- Task description
Please copy the listing that follows exactly, leaving out any pictures.
(Given material)
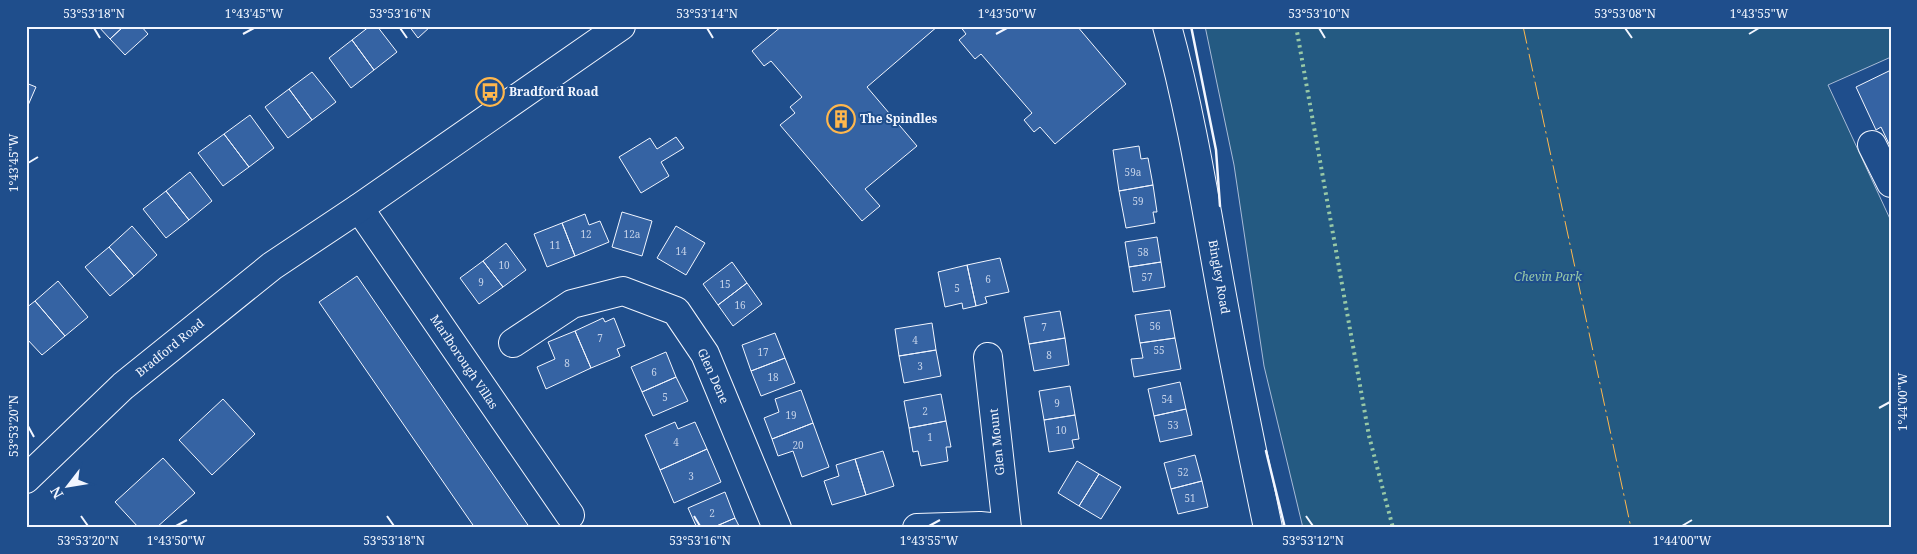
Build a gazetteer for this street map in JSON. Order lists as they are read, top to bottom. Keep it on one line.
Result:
{"streets":{"street":["Bingley Road","Bradford Road","Marlborough Villas","Glen Dene","Glen Mount"]},"crossings":[["Bradford Road","Marlborough Villas"]],"parks":["Chevin Park"],"places":{"bus stop":["Bradford Road"],"building":["The Spindles"]},"house_numbers":["59a","59","12","12a","11","14","58","10","57","6","9","15","5","16","56","7","7","4","55","17","8","8","3","6","18","5","54","9","2","19","53","10","1","4","20","52","3","51","2"],"north":"bottom left","coordinates":["53°53'18\"N","1°43'45\"W","53°53'16\"N","53°53'14\"N","1°43'50\"W","53°53'10\"N","53°53'08\"N","1°43'55\"W","1°44'00\"W","53°53'20\"N","53°53'12\"N"]}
(End Given material)
- Task result
Build a gazetteer for this street map in JSON. Order lists as they are read, top to bottom. Keep it on one line.
Result:
{"streets":{"street":["Bingley Road","Bradford Road","Marlborough Villas","Glen Dene","Glen Mount"]},"crossings":[["Bradford Road","Marlborough Villas"]],"parks":["Chevin Park"],"places":{"bus stop":["Bradford Road"],"building":["The Spindles"]},"house_numbers":["59a","59","12","12a","11","14","58","10","57","6","9","15","5","16","56","7","7","4","55","17","8","8","3","6","18","5","54","9","2","19","53","10","1","4","20","52","3","51","2"],"north":"bottom left","coordinates":["53°53'18\"N","1°43'45\"W","53°53'16\"N","53°53'14\"N","1°43'50\"W","53°53'10\"N","53°53'08\"N","1°43'55\"W","1°44'00\"W","53°53'20\"N","53°53'12\"N"]}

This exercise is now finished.